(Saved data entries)

__________

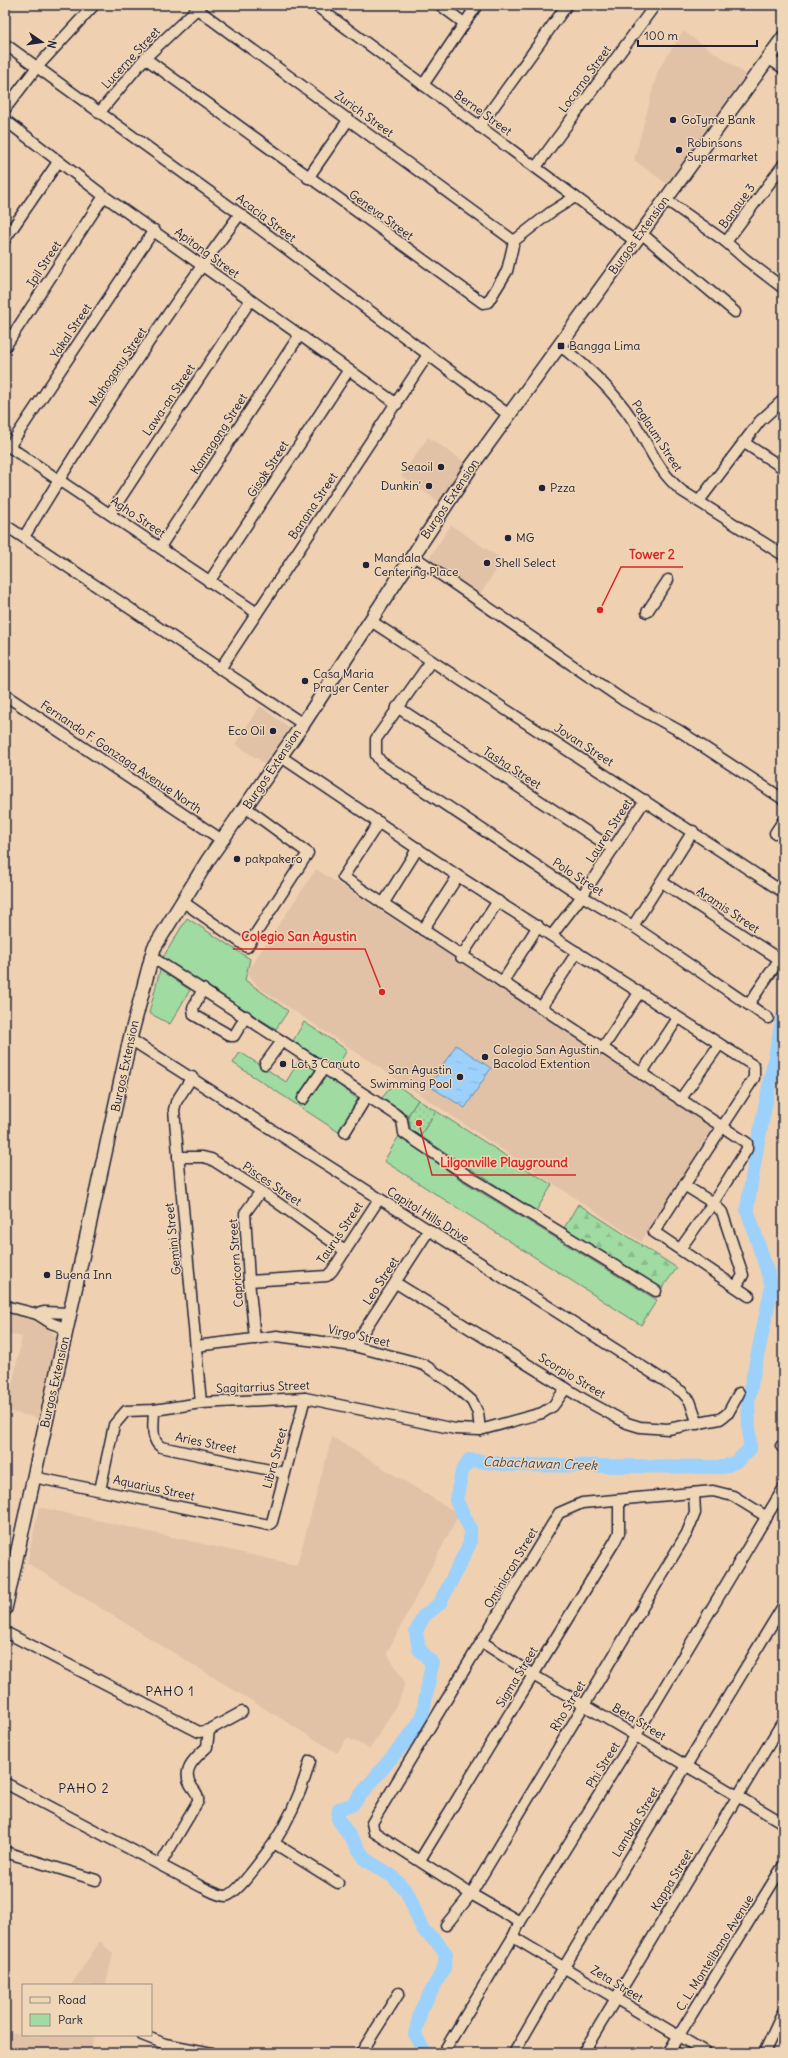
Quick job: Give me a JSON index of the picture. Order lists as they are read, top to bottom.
{
  "streets": {
    "main road": ["Burgos Extension"],
    "street": [
      "Lucerne Street",
      "Locarno Street",
      "Berne Street",
      "Zurich Street",
      "Banaue 3",
      "Geneva Street",
      "Acacia Street",
      "Apitong Street",
      "Ipil Street",
      "Yakal Street",
      "Mahogany Street",
      "Lawa-an Street",
      "Kamagong Street",
      "Paglaum Street",
      "Gisok Street",
      "Banana Street",
      "Agho Street",
      "Jovan Street",
      "Fernando F. Gonzaga Avenue North",
      "Tasha Street",
      "Lauren Street",
      "Polo Street",
      "Aramis Street",
      "Pisces Street",
      "Capitol Hills Drive",
      "Taurus Street",
      "Gemini Street",
      "Capricorn Street",
      "Leo Street",
      "Virgo Street",
      "Scorpio Street",
      "Sagitarrius Street",
      "Aries Street",
      "Libra Street",
      "Aquarius Street",
      "Ominicron Street",
      "Sigma Street",
      "Rho Street",
      "Beta Street",
      "Phi Street",
      "Lambda Street",
      "Kappa Street",
      "C. L. Montelibano Avenue",
      "Zeta Street"
    ]
  },
  "crossings": [
    ["Lucerne Street", "Zurich Street"],
    ["Lucerne Street", "Geneva Street"],
    ["Lucerne Street", "Acacia Street"],
    ["Locarno Street", "Berne Street"],
    ["Berne Street", "Burgos Extension"],
    ["Zurich Street", "Geneva Street"],
    ["Acacia Street", "Burgos Extension"],
    ["Acacia Street", "Mahogany Street"],
    ["Acacia Street", "Banana Street"],
    ["Burgos Extension", "Paglaum Street"],
    ["Burgos Extension", "Jovan Street"],
    ["Burgos Extension", "Fernando F. Gonzaga Avenue North"],
    ["Burgos Extension", "Capitol Hills Drive"],
    ["Burgos Extension", "Aquarius Street"],
    ["Apitong Street", "Ipil Street"],
    ["Apitong Street", "Yakal Street"],
    ["Apitong Street", "Mahogany Street"],
    ["Apitong Street", "Lawa-an Street"],
    ["Apitong Street", "Kamagong Street"],
    ["Apitong Street", "Gisok Street"],
    ["Apitong Street", "Banana Street"],
    ["Yakal Street", "Agho Street"],
    ["Mahogany Street", "Agho Street"],
    ["Lawa-an Street", "Agho Street"],
    ["Kamagong Street", "Agho Street"],
    ["Gisok Street", "Agho Street"],
    ["Banana Street", "Agho Street"],
    ["Jovan Street", "Lauren Street"],
    ["Tasha Street", "Lauren Street"],
    ["Tasha Street", "Polo Street"],
    ["Lauren Street", "Polo Street"],
    ["Pisces Street", "Taurus Street"],
    ["Pisces Street", "Gemini Street"],
    ["Pisces Street", "Capricorn Street"],
    ["Capitol Hills Drive", "Taurus Street"],
    ["Capitol Hills Drive", "Gemini Street"],
    ["Capitol Hills Drive", "Leo Street"],
    ["Capitol Hills Drive", "Scorpio Street"],
    ["Taurus Street", "Capricorn Street"],
    ["Gemini Street", "Virgo Street"],
    ["Gemini Street", "Sagitarrius Street"],
    ["Capricorn Street", "Virgo Street"],
    ["Leo Street", "Virgo Street"],
    ["Leo Street", "Scorpio Street"],
    ["Virgo Street", "Sagitarrius Street"],
    ["Scorpio Street", "Sagitarrius Street"],
    ["Sagitarrius Street", "Aries Street"],
    ["Sagitarrius Street", "Libra Street"],
    ["Sagitarrius Street", "Aquarius Street"],
    ["Aries Street", "Libra Street"],
    ["Libra Street", "Aquarius Street"],
    ["Ominicron Street", "Sigma Street"],
    ["Ominicron Street", "Rho Street"],
    ["Ominicron Street", "Beta Street"],
    ["Ominicron Street", "Phi Street"],
    ["Sigma Street", "Beta Street"],
    ["Rho Street", "Beta Street"],
    ["Beta Street", "Phi Street"],
    ["Beta Street", "Lambda Street"],
    ["Beta Street", "Kappa Street"],
    ["Phi Street", "Zeta Street"],
    ["Lambda Street", "Zeta Street"],
    ["Kappa Street", "Zeta Street"],
    ["C. L. Montelibano Avenue", "Zeta Street"]
  ],
  "districts": ["PAHO 1", "PAHO 2"],
  "water": ["Cabachawan Creek"],
  "places": {
    "other": [
      "GoTyme Bank",
      "Robinsons Supermarket",
      "Seaoil",
      "Dunkin'",
      "Pzza",
      "MG",
      "Shell Select",
      "Mandala Centering Place",
      "Tower 2",
      "Casa Maria Prayer Center",
      "Eco Oil",
      "pakpakero",
      "Colegio San Agustin",
      "Colegio San Agustin Bacolod Extention",
      "Lot 3 Canuto",
      "San Agustin Swimming Pool",
      "Lilgonville Playground",
      "Buena Inn"
    ],
    "transit": ["Bangga Lima"]
  },
  "legend": ["Road", "Park"],
  "scale_bar": "100 m",
  "north": "right"
}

__________

» **Problem to work on**
Could you repeat each line above exactly as written? Omit the pictures.

» **Answer space**
Quick job: Give me a JSON index of the picture. Order lists as they are read, top to bottom.
{
  "streets": {
    "main road": ["Burgos Extension"],
    "street": [
      "Lucerne Street",
      "Locarno Street",
      "Berne Street",
      "Zurich Street",
      "Banaue 3",
      "Geneva Street",
      "Acacia Street",
      "Apitong Street",
      "Ipil Street",
      "Yakal Street",
      "Mahogany Street",
      "Lawa-an Street",
      "Kamagong Street",
      "Paglaum Street",
      "Gisok Street",
      "Banana Street",
      "Agho Street",
      "Jovan Street",
      "Fernando F. Gonzaga Avenue North",
      "Tasha Street",
      "Lauren Street",
      "Polo Street",
      "Aramis Street",
      "Pisces Street",
      "Capitol Hills Drive",
      "Taurus Street",
      "Gemini Street",
      "Capricorn Street",
      "Leo Street",
      "Virgo Street",
      "Scorpio Street",
      "Sagitarrius Street",
      "Aries Street",
      "Libra Street",
      "Aquarius Street",
      "Ominicron Street",
      "Sigma Street",
      "Rho Street",
      "Beta Street",
      "Phi Street",
      "Lambda Street",
      "Kappa Street",
      "C. L. Montelibano Avenue",
      "Zeta Street"
    ]
  },
  "crossings": [
    ["Lucerne Street", "Zurich Street"],
    ["Lucerne Street", "Geneva Street"],
    ["Lucerne Street", "Acacia Street"],
    ["Locarno Street", "Berne Street"],
    ["Berne Street", "Burgos Extension"],
    ["Zurich Street", "Geneva Street"],
    ["Acacia Street", "Burgos Extension"],
    ["Acacia Street", "Mahogany Street"],
    ["Acacia Street", "Banana Street"],
    ["Burgos Extension", "Paglaum Street"],
    ["Burgos Extension", "Jovan Street"],
    ["Burgos Extension", "Fernando F. Gonzaga Avenue North"],
    ["Burgos Extension", "Capitol Hills Drive"],
    ["Burgos Extension", "Aquarius Street"],
    ["Apitong Street", "Ipil Street"],
    ["Apitong Street", "Yakal Street"],
    ["Apitong Street", "Mahogany Street"],
    ["Apitong Street", "Lawa-an Street"],
    ["Apitong Street", "Kamagong Street"],
    ["Apitong Street", "Gisok Street"],
    ["Apitong Street", "Banana Street"],
    ["Yakal Street", "Agho Street"],
    ["Mahogany Street", "Agho Street"],
    ["Lawa-an Street", "Agho Street"],
    ["Kamagong Street", "Agho Street"],
    ["Gisok Street", "Agho Street"],
    ["Banana Street", "Agho Street"],
    ["Jovan Street", "Lauren Street"],
    ["Tasha Street", "Lauren Street"],
    ["Tasha Street", "Polo Street"],
    ["Lauren Street", "Polo Street"],
    ["Pisces Street", "Taurus Street"],
    ["Pisces Street", "Gemini Street"],
    ["Pisces Street", "Capricorn Street"],
    ["Capitol Hills Drive", "Taurus Street"],
    ["Capitol Hills Drive", "Gemini Street"],
    ["Capitol Hills Drive", "Leo Street"],
    ["Capitol Hills Drive", "Scorpio Street"],
    ["Taurus Street", "Capricorn Street"],
    ["Gemini Street", "Virgo Street"],
    ["Gemini Street", "Sagitarrius Street"],
    ["Capricorn Street", "Virgo Street"],
    ["Leo Street", "Virgo Street"],
    ["Leo Street", "Scorpio Street"],
    ["Virgo Street", "Sagitarrius Street"],
    ["Scorpio Street", "Sagitarrius Street"],
    ["Sagitarrius Street", "Aries Street"],
    ["Sagitarrius Street", "Libra Street"],
    ["Sagitarrius Street", "Aquarius Street"],
    ["Aries Street", "Libra Street"],
    ["Libra Street", "Aquarius Street"],
    ["Ominicron Street", "Sigma Street"],
    ["Ominicron Street", "Rho Street"],
    ["Ominicron Street", "Beta Street"],
    ["Ominicron Street", "Phi Street"],
    ["Sigma Street", "Beta Street"],
    ["Rho Street", "Beta Street"],
    ["Beta Street", "Phi Street"],
    ["Beta Street", "Lambda Street"],
    ["Beta Street", "Kappa Street"],
    ["Phi Street", "Zeta Street"],
    ["Lambda Street", "Zeta Street"],
    ["Kappa Street", "Zeta Street"],
    ["C. L. Montelibano Avenue", "Zeta Street"]
  ],
  "districts": ["PAHO 1", "PAHO 2"],
  "water": ["Cabachawan Creek"],
  "places": {
    "other": [
      "GoTyme Bank",
      "Robinsons Supermarket",
      "Seaoil",
      "Dunkin'",
      "Pzza",
      "MG",
      "Shell Select",
      "Mandala Centering Place",
      "Tower 2",
      "Casa Maria Prayer Center",
      "Eco Oil",
      "pakpakero",
      "Colegio San Agustin",
      "Colegio San Agustin Bacolod Extention",
      "Lot 3 Canuto",
      "San Agustin Swimming Pool",
      "Lilgonville Playground",
      "Buena Inn"
    ],
    "transit": ["Bangga Lima"]
  },
  "legend": ["Road", "Park"],
  "scale_bar": "100 m",
  "north": "right"
}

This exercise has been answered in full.